Task:
Exactly as written, give again the line with "M 1518,546 L 1538,628" and all subsequent lines through the end of the records.
╭─ Excerpted records
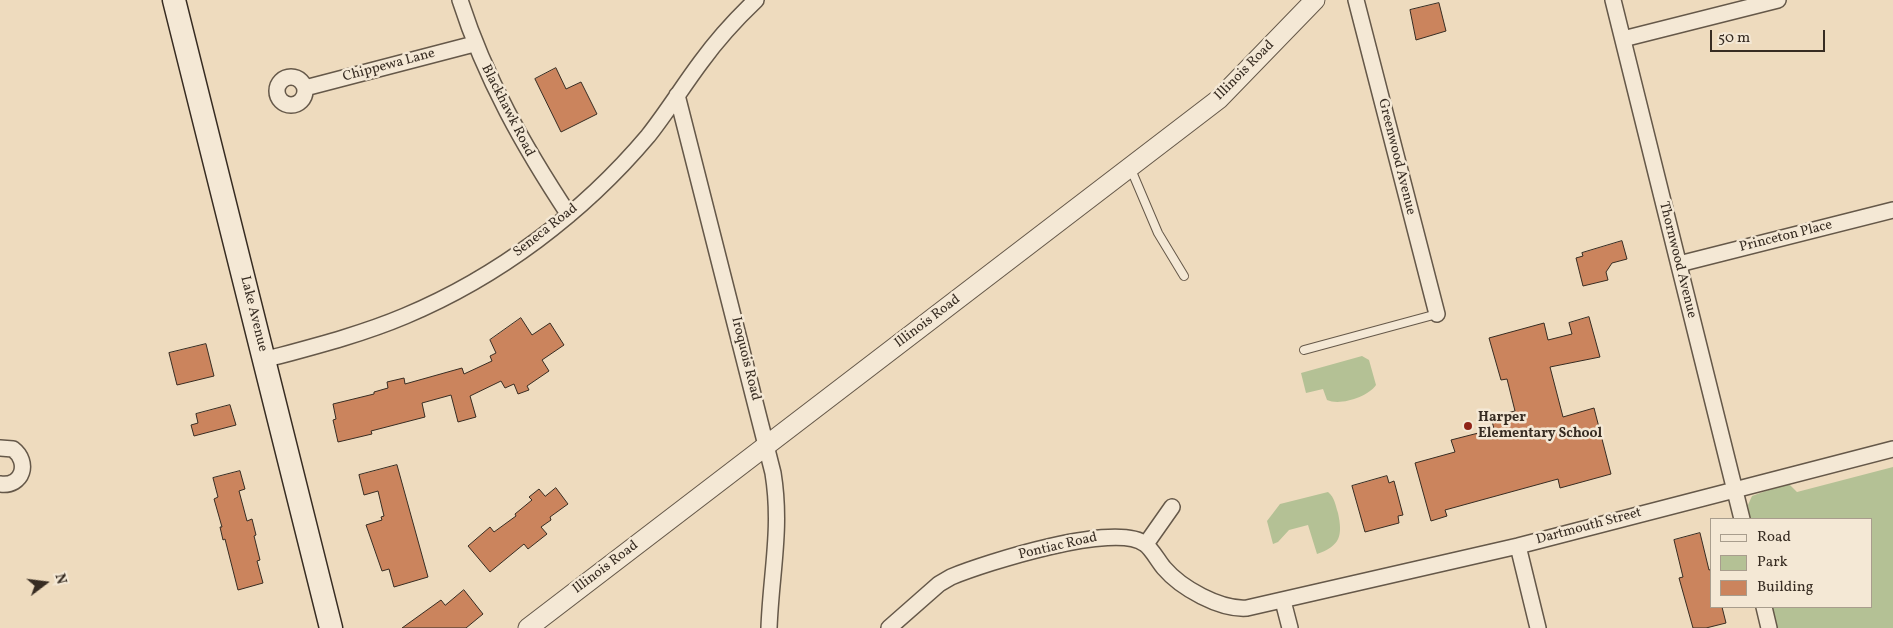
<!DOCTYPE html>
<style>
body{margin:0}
#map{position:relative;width:1893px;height:628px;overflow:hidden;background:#eedbbe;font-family:Vollkorn,serif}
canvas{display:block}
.legend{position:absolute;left:1710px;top:518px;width:162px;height:90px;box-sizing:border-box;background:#f4e8d5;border:1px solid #a89d8d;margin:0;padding:6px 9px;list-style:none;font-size:15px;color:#372c22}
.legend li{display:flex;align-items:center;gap:10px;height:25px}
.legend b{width:25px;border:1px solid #a89d8d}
.north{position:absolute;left:20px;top:558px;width:50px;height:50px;-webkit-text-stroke:4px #f4e8d5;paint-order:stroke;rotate:75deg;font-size:14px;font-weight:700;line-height:20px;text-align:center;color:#372c22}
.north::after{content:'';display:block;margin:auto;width:18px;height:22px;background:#372c22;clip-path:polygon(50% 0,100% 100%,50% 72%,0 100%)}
.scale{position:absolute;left:1710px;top:30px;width:115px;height:22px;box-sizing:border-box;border:2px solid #372c22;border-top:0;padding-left:6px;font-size:15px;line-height:18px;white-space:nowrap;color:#372c22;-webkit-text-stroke:4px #f4e8d5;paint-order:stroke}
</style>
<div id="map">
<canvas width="1893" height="628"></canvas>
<ul class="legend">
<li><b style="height:6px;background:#f4e8d5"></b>Road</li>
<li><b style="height:14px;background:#b4c195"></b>Park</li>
<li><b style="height:14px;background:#cb845d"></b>Building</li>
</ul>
<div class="north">N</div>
<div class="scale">50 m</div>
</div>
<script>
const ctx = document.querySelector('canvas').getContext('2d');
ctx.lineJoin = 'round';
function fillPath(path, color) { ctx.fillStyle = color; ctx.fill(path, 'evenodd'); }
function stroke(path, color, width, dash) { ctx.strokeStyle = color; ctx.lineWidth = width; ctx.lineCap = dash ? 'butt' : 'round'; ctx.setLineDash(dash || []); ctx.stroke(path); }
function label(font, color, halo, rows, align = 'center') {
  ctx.font = font + ' Vollkorn,serif'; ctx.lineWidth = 5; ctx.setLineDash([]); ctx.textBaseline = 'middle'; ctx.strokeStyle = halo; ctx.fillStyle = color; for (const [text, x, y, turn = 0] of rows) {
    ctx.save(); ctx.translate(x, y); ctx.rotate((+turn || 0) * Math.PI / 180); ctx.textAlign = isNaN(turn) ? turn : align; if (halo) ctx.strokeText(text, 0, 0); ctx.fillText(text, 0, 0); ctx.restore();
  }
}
const green = new Path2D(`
 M 1362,356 L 1369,360 L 1376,385 C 1368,397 1340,406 1327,400 L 1323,389 L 1306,393 L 1301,373 Z
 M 1893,467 L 1893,628 L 1777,628 L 1772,607 L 1872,607 L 1872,519 L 1750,519 L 1748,505 L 1752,496 L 1788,483 L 1797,492 Z
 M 1328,492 C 1335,498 1335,504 1338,513 C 1343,536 1340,546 1317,554 L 1308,525 L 1289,530 L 1278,542 L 1273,544 L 1267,521 L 1280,504 Z`);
const building = new Path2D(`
 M 1439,3 L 1446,31 L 1416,40 L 1410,10 Z
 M 556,68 L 566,89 L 581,82 L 597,114 L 561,132 L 535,79 Z
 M 1622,241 L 1627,259 L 1612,263 L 1606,272 L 1608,280 L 1583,286 L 1576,258 L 1583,256 L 1582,253 Z
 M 1589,317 L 1600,357 L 1550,367 L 1563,417 L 1594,408 L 1611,474 L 1560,488 L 1558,479 L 1445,510 L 1447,516 L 1431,521 L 1415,463 L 1455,452 L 1451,440 L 1494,429 L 1491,417 L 1515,411 L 1507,379 L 1501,380 L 1489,338 L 1544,323 L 1548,340 L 1572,334 L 1569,323 Z
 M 521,318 L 532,335 L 550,323 L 564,345 L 542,360 L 549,371 L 527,386 L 529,390 L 518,394 L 514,384 L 505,388 L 501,381 L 470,396 L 476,417 L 458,422 L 451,395 L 422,403 L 425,417 L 371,431 L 372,434 L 338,442 L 333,420 L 336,419 L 333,404 L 374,394 L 374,392 L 388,388 L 387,382 L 404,378 L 405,384 L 462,368 L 464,374 L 492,361 L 490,356 L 496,353 L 490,340 Z
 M 206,344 L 214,376 L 177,385 L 169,353 Z
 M 230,405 L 236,425 L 194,436 L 191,425 L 198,423 L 196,414 Z
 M 397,465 L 428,577 L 394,587 L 389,569 L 382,571 L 366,525 L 382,520 L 381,517 L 384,516 L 378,491 L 364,495 L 359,475 Z
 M 240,471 L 245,489 L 239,491 L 247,521 L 252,519 L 256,535 L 254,536 L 260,560 L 257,561 L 263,583 L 238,590 L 225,539 L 223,540 L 220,527 L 222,527 L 214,499 L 218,497 L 213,478 Z
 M 1387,476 L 1389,483 L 1394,481 L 1403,515 L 1398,516 L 1399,523 L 1365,532 L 1352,486 Z
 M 556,488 L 568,504 L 550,517 L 551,520 L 541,527 L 547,534 L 528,549 L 524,544 L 490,572 L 468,546 L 490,527 L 494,532 L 516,516 L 515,514 L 532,500 L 529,497 L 539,489 L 545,496 Z
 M 1700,533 L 1709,570 L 1712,569 L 1712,607 L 1722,607 L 1726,623 L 1706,628 L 1693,628 L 1679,578 L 1683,577 L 1674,540 Z
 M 464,590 L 483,614 L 466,628 L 402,628 L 441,600 L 445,605 Z`);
const service = new Path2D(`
 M 1130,167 L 1158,233 L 1184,276
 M 1304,350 L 1437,314`);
const minor = new Path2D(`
 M 460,0 C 485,78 524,147 569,215
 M 1356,0 L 1437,314
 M 1613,0 L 1742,519
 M 1623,39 L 1778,0
 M277 91a14 14 0 1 1 28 0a14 14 0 1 1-28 0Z
 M 305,88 L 474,44
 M 677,95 L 773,473 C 782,528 771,573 769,628
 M 1679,264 L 1893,210
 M 264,360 C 312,347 360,335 405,316 C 498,277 583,213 648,136 C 667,112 683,86 701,62 C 717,40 736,19 756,0
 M 0,448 L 13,449 C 30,462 23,487 0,484
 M 1146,544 L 1172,507
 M 1518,546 L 1538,628
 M 1283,601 L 1290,628
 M 1764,607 L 1769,628
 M 889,628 L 939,584 L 951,577 C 985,563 1116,521 1145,544 C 1152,549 1158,561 1164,568 C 1181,588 1220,610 1247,608 L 1518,546 L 1893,449`);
const tertiary = new Path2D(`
 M 528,628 L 1219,99 L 1315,0`);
const secondary = new Path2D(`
 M 174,0 L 331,628`);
const markers = [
 [1468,426,5,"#8f2418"]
];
const streetNames = [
 ["Chippewa Lane",389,66,-15],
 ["Illinois Road",1245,71,-45],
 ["Blackhawk Road",507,111,63],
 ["Greenwood Avenue",1396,157,76],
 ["Seneca Road",546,231,-38],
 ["Princeton Place",1786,237,-14],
 ["Thornwood Avenue",1677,260,76],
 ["Lake Avenue",253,314,76],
 ["Illinois Road",928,322,-37],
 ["Iroquois Road",745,359,76],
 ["Dartmouth Street",1589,527,-15],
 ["Pontiac Road",1058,547,-13],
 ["Illinois Road",606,568,-37]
];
const poiNames = [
 ["Harper",1478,418],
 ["Elementary School",1478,434]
];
fillPath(green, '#b4c195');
fillPath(building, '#cb845d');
stroke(building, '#372c22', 1);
stroke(service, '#655849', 10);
stroke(minor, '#655849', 18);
stroke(tertiary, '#655849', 21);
stroke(secondary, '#372c22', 25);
stroke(service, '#f4e8d5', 8);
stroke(minor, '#f4e8d5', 15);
stroke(tertiary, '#f4e8d5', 19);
stroke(secondary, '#f4e8d5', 22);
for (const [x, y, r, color] of markers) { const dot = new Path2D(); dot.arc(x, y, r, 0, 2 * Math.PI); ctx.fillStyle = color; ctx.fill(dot); stroke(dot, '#f4e8d5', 2); }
label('14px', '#372c22', '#f4e8d5', streetNames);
label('bold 14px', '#372c22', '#f4e8d5', poiNames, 'left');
</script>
╰─
Solution:
 M 1518,546 L 1538,628
 M 1283,601 L 1290,628
 M 1764,607 L 1769,628
 M 889,628 L 939,584 L 951,577 C 985,563 1116,521 1145,544 C 1152,549 1158,561 1164,568 C 1181,588 1220,610 1247,608 L 1518,546 L 1893,449`);
const tertiary = new Path2D(`
 M 528,628 L 1219,99 L 1315,0`);
const secondary = new Path2D(`
 M 174,0 L 331,628`);
const markers = [
 [1468,426,5,"#8f2418"]
];
const streetNames = [
 ["Chippewa Lane",389,66,-15],
 ["Illinois Road",1245,71,-45],
 ["Blackhawk Road",507,111,63],
 ["Greenwood Avenue",1396,157,76],
 ["Seneca Road",546,231,-38],
 ["Princeton Place",1786,237,-14],
 ["Thornwood Avenue",1677,260,76],
 ["Lake Avenue",253,314,76],
 ["Illinois Road",928,322,-37],
 ["Iroquois Road",745,359,76],
 ["Dartmouth Street",1589,527,-15],
 ["Pontiac Road",1058,547,-13],
 ["Illinois Road",606,568,-37]
];
const poiNames = [
 ["Harper",1478,418],
 ["Elementary School",1478,434]
];
fillPath(green, '#b4c195');
fillPath(building, '#cb845d');
stroke(building, '#372c22', 1);
stroke(service, '#655849', 10);
stroke(minor, '#655849', 18);
stroke(tertiary, '#655849', 21);
stroke(secondary, '#372c22', 25);
stroke(service, '#f4e8d5', 8);
stroke(minor, '#f4e8d5', 15);
stroke(tertiary, '#f4e8d5', 19);
stroke(secondary, '#f4e8d5', 22);
for (const [x, y, r, color] of markers) { const dot = new Path2D(); dot.arc(x, y, r, 0, 2 * Math.PI); ctx.fillStyle = color; ctx.fill(dot); stroke(dot, '#f4e8d5', 2); }
label('14px', '#372c22', '#f4e8d5', streetNames);
label('bold 14px', '#372c22', '#f4e8d5', poiNames, 'left');
</script>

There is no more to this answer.